►

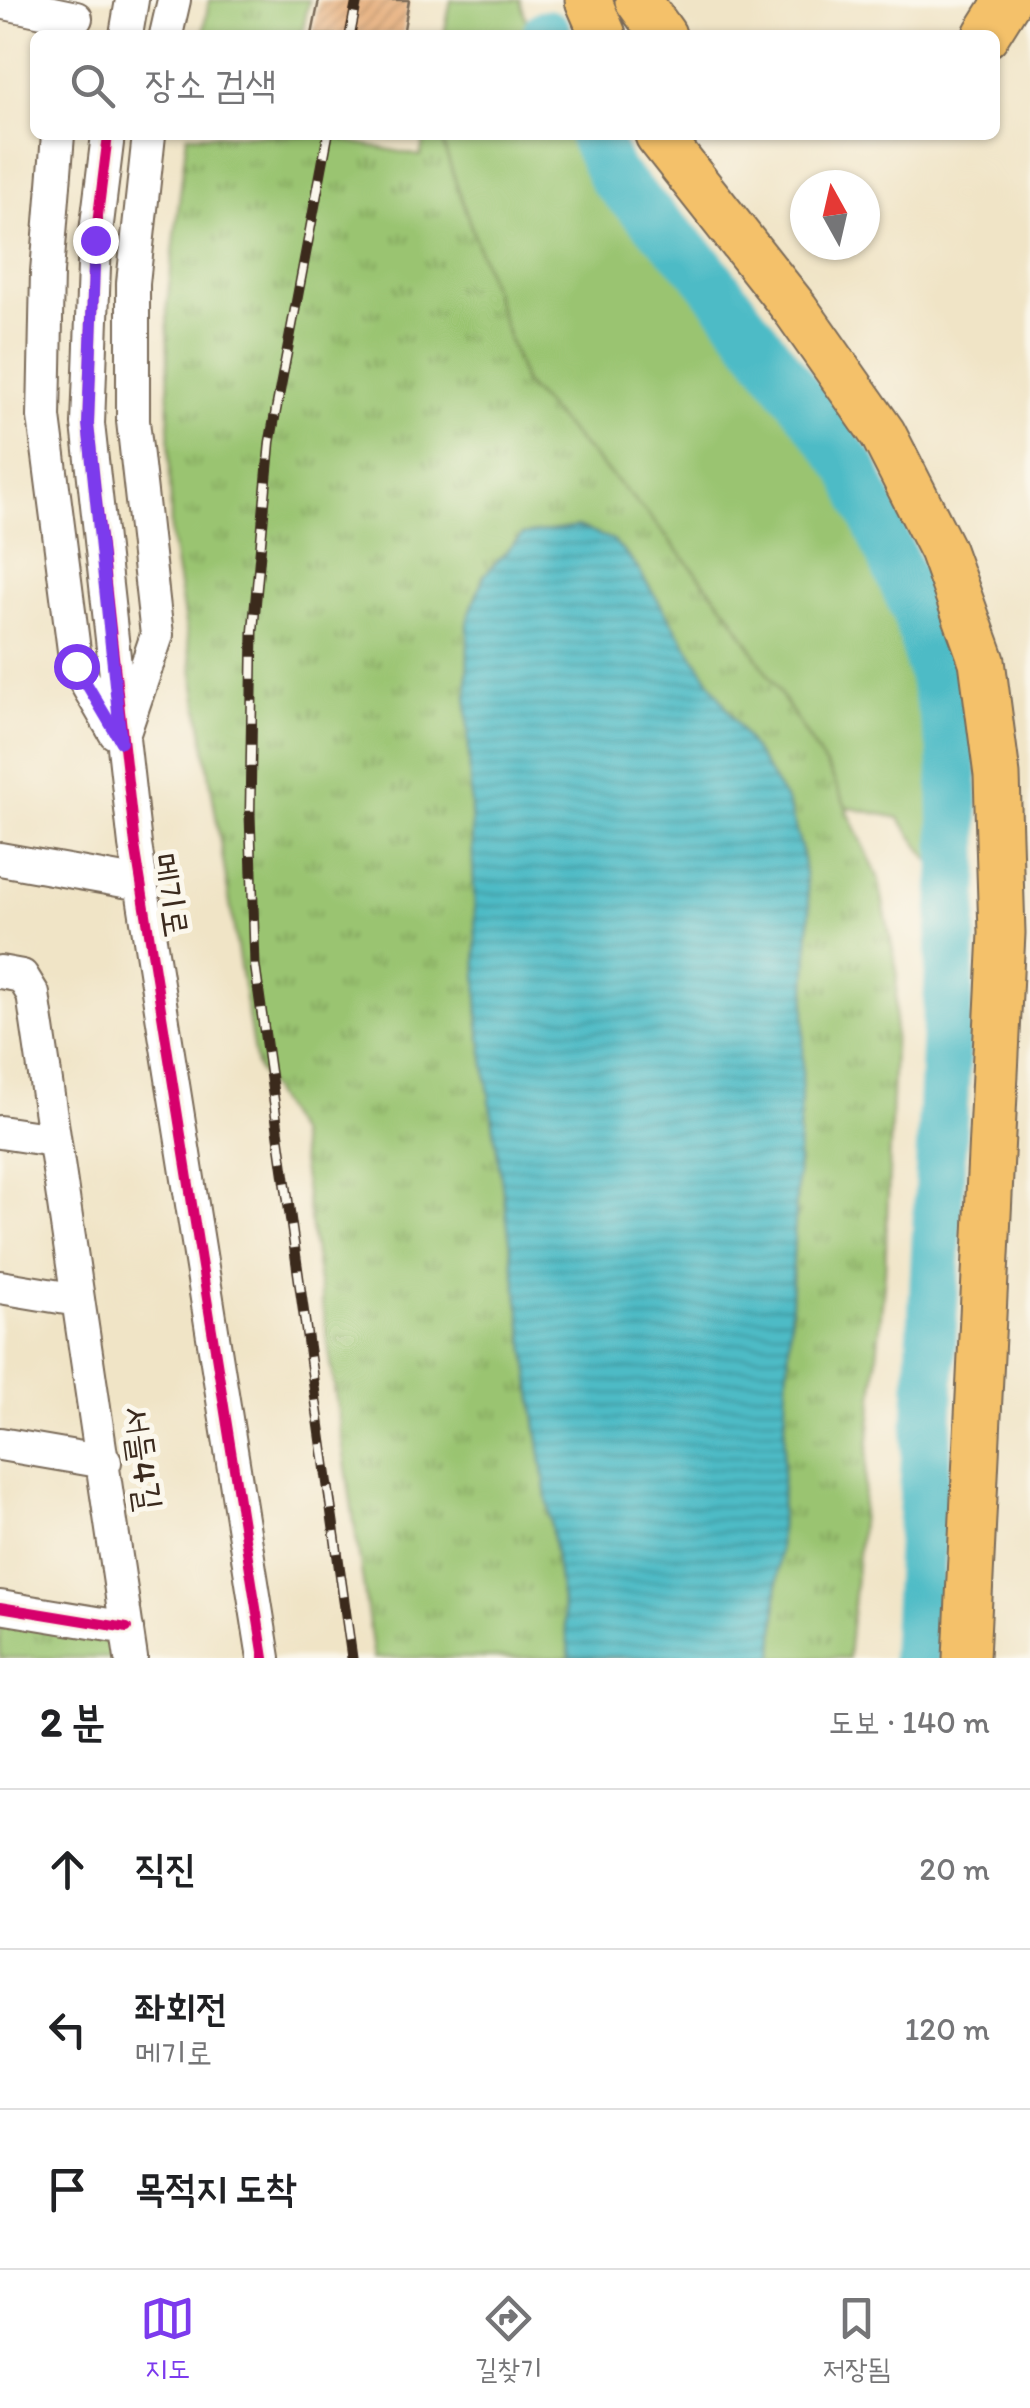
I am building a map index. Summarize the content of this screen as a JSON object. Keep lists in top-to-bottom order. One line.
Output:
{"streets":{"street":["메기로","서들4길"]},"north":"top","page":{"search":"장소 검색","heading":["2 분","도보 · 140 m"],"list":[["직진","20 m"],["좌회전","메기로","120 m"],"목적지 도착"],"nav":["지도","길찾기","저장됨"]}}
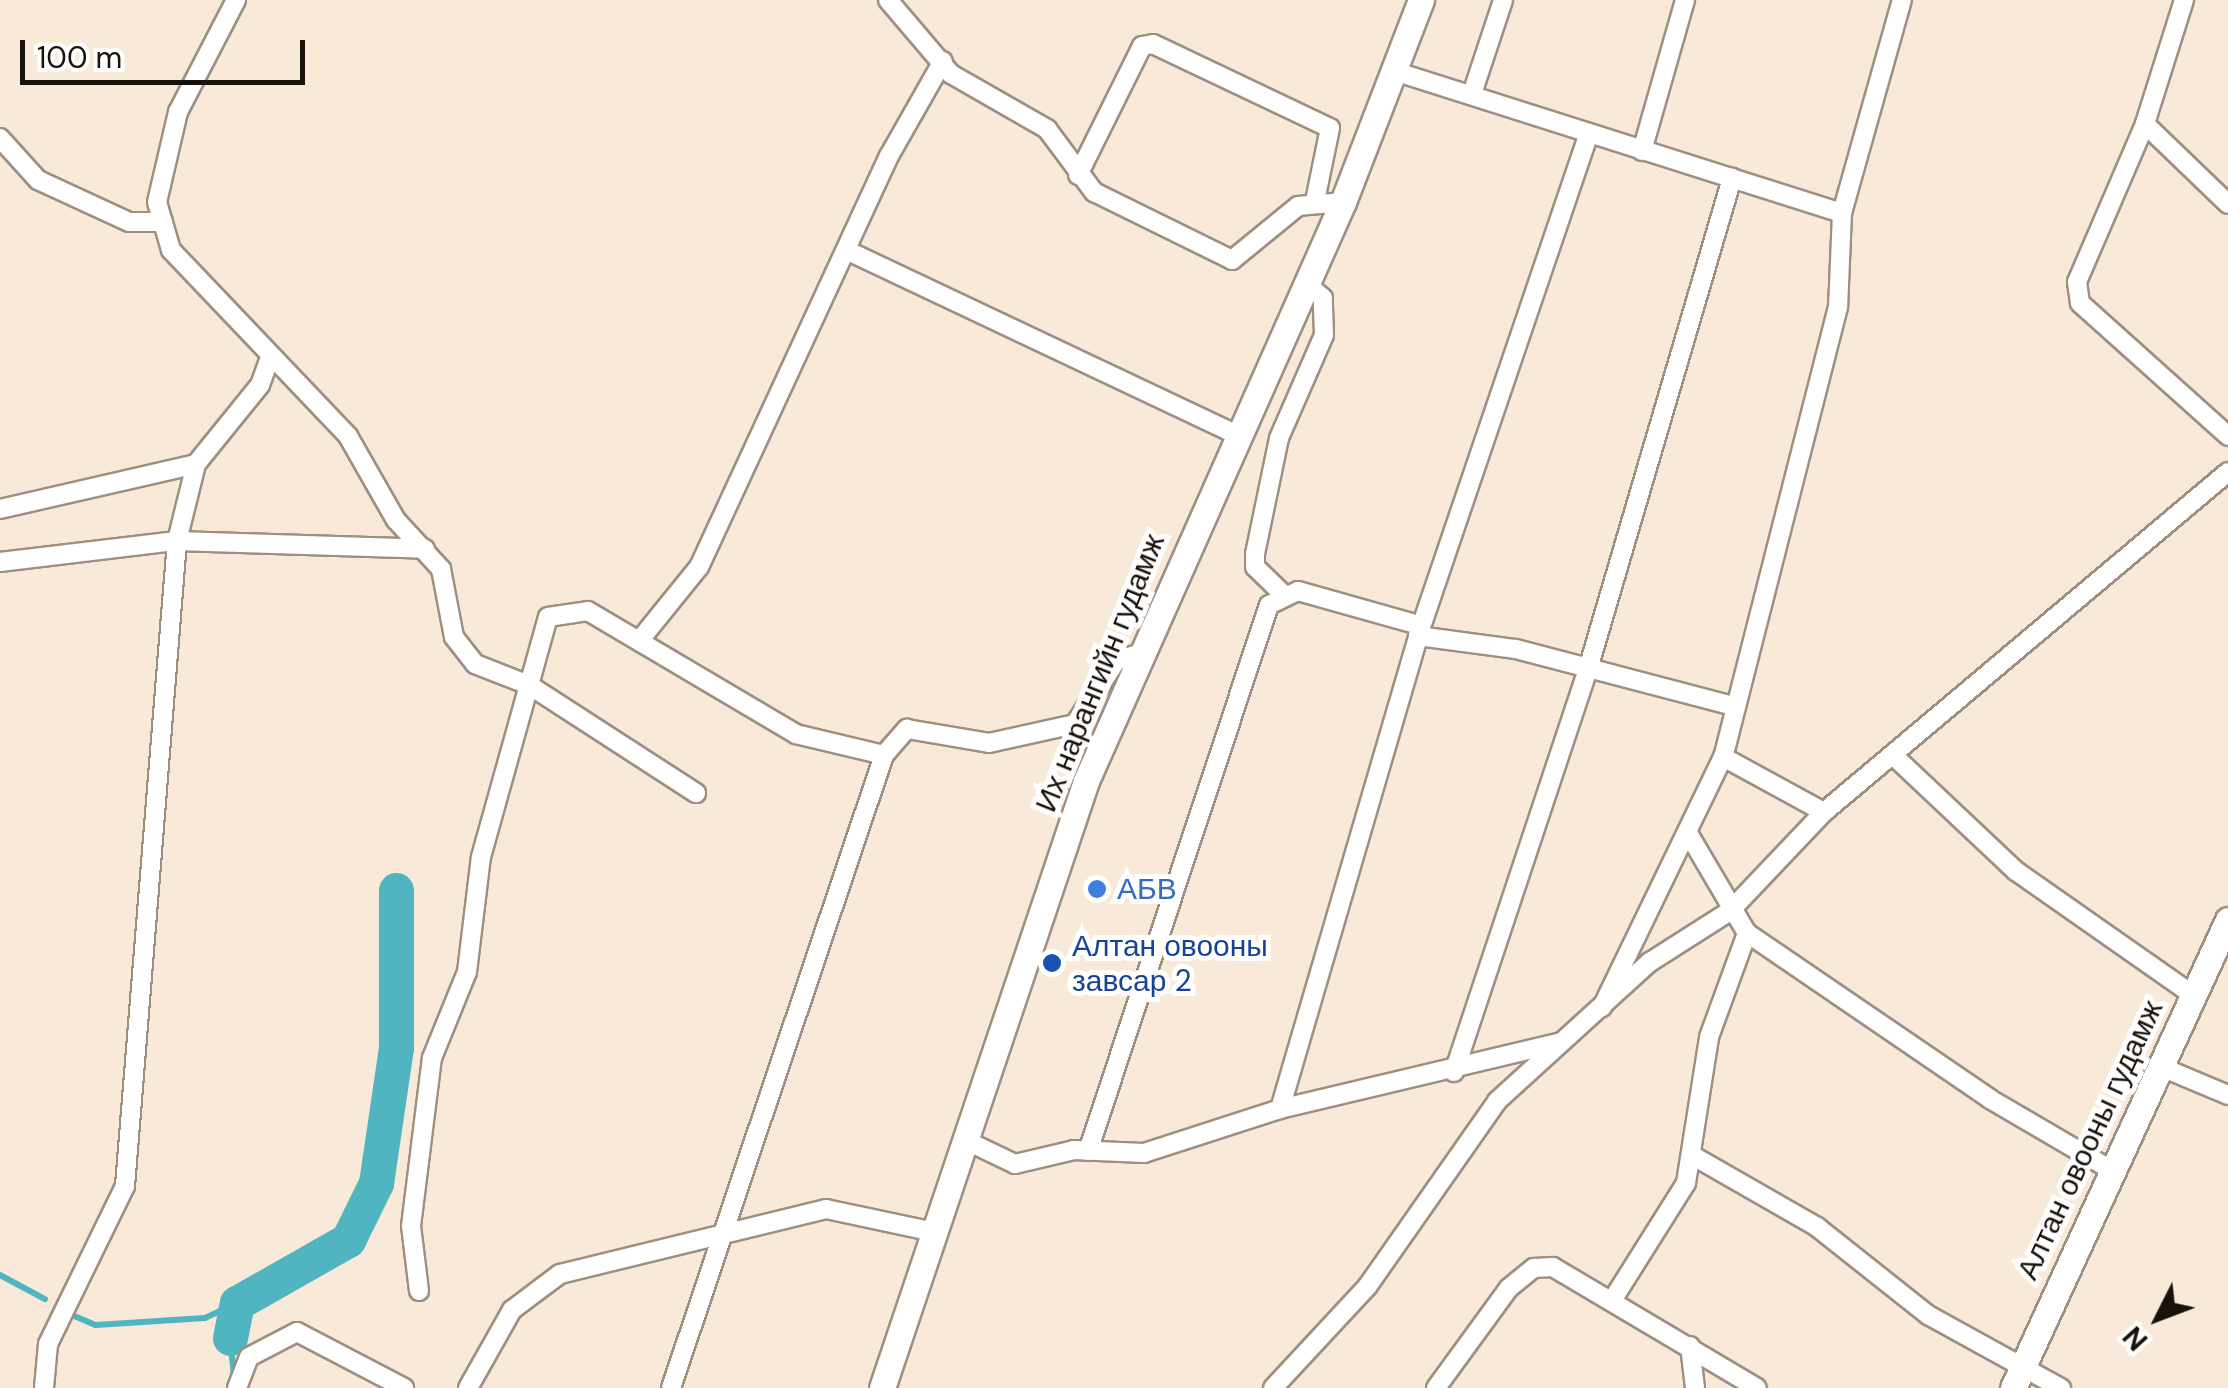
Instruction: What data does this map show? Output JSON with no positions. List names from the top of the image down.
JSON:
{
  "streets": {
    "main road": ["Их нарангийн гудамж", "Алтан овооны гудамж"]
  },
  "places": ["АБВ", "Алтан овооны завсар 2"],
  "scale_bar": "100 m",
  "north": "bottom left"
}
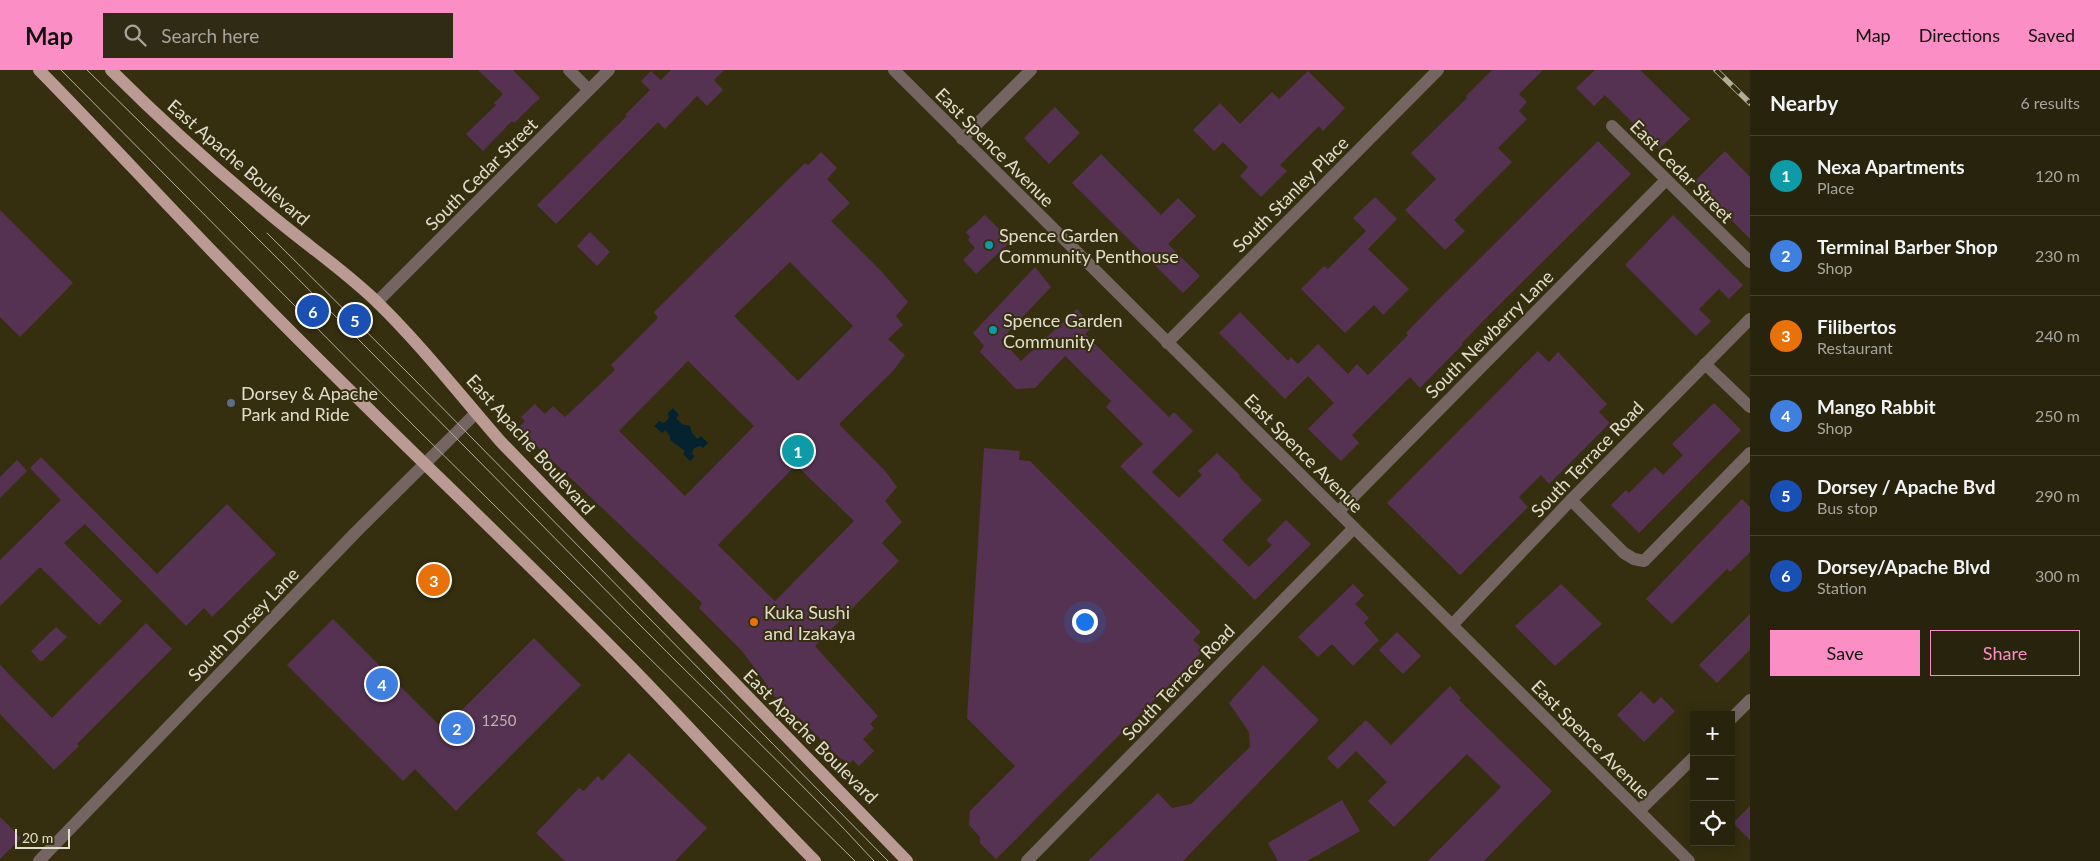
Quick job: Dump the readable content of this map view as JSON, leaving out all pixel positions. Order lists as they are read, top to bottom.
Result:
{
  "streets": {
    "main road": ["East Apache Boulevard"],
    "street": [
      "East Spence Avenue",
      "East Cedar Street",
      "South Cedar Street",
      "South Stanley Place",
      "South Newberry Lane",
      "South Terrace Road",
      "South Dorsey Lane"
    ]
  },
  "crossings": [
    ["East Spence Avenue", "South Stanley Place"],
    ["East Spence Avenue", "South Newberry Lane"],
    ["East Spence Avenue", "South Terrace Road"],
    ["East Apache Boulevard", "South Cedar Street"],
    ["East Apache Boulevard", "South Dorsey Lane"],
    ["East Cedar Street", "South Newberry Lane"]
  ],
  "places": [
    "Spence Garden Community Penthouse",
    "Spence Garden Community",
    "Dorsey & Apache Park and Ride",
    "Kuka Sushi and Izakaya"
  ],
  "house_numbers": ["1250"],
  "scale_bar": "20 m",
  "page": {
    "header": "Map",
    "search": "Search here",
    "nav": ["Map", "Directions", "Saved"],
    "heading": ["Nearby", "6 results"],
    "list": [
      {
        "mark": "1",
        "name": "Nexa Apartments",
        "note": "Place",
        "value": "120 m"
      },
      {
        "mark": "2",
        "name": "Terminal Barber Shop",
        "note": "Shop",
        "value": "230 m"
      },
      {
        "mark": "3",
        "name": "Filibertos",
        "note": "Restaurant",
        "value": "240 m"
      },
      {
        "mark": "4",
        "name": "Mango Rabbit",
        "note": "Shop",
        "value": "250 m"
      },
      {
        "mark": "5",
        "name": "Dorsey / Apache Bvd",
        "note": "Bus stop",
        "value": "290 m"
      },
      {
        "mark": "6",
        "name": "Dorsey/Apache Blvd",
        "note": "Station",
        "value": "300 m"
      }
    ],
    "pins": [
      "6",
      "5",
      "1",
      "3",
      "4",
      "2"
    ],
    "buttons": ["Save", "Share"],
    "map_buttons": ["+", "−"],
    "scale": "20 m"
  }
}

◄

Print the listing exactly, images excluded.

## Solved problem
I am building a map index. Summarize the content of this screen as a JSON object. Keep lists in top-to-bottom order. One line.
Output:
{"streets":{"street":["메기로","서들4길"]},"north":"top","page":{"search":"장소 검색","heading":["2 분","도보 · 140 m"],"list":[["직진","20 m"],["좌회전","메기로","120 m"],"목적지 도착"],"nav":["지도","길찾기","저장됨"]}}
Instruction: What data does this map show? Output JSON with no positions. List names from the top of the image down.
JSON:
{
  "streets": {
    "main road": ["Их нарангийн гудамж", "Алтан овооны гудамж"]
  },
  "places": ["АБВ", "Алтан овооны завсар 2"],
  "scale_bar": "100 m",
  "north": "bottom left"
}
Quick job: Dump the readable content of this map view as JSON, leaving out all pixel positions. Order lists as they are read, top to bottom.
Result:
{
  "streets": {
    "main road": ["East Apache Boulevard"],
    "street": [
      "East Spence Avenue",
      "East Cedar Street",
      "South Cedar Street",
      "South Stanley Place",
      "South Newberry Lane",
      "South Terrace Road",
      "South Dorsey Lane"
    ]
  },
  "crossings": [
    ["East Spence Avenue", "South Stanley Place"],
    ["East Spence Avenue", "South Newberry Lane"],
    ["East Spence Avenue", "South Terrace Road"],
    ["East Apache Boulevard", "South Cedar Street"],
    ["East Apache Boulevard", "South Dorsey Lane"],
    ["East Cedar Street", "South Newberry Lane"]
  ],
  "places": [
    "Spence Garden Community Penthouse",
    "Spence Garden Community",
    "Dorsey & Apache Park and Ride",
    "Kuka Sushi and Izakaya"
  ],
  "house_numbers": ["1250"],
  "scale_bar": "20 m",
  "page": {
    "header": "Map",
    "search": "Search here",
    "nav": ["Map", "Directions", "Saved"],
    "heading": ["Nearby", "6 results"],
    "list": [
      {
        "mark": "1",
        "name": "Nexa Apartments",
        "note": "Place",
        "value": "120 m"
      },
      {
        "mark": "2",
        "name": "Terminal Barber Shop",
        "note": "Shop",
        "value": "230 m"
      },
      {
        "mark": "3",
        "name": "Filibertos",
        "note": "Restaurant",
        "value": "240 m"
      },
      {
        "mark": "4",
        "name": "Mango Rabbit",
        "note": "Shop",
        "value": "250 m"
      },
      {
        "mark": "5",
        "name": "Dorsey / Apache Bvd",
        "note": "Bus stop",
        "value": "290 m"
      },
      {
        "mark": "6",
        "name": "Dorsey/Apache Blvd",
        "note": "Station",
        "value": "300 m"
      }
    ],
    "pins": [
      "6",
      "5",
      "1",
      "3",
      "4",
      "2"
    ],
    "buttons": ["Save", "Share"],
    "map_buttons": ["+", "−"],
    "scale": "20 m"
  }
}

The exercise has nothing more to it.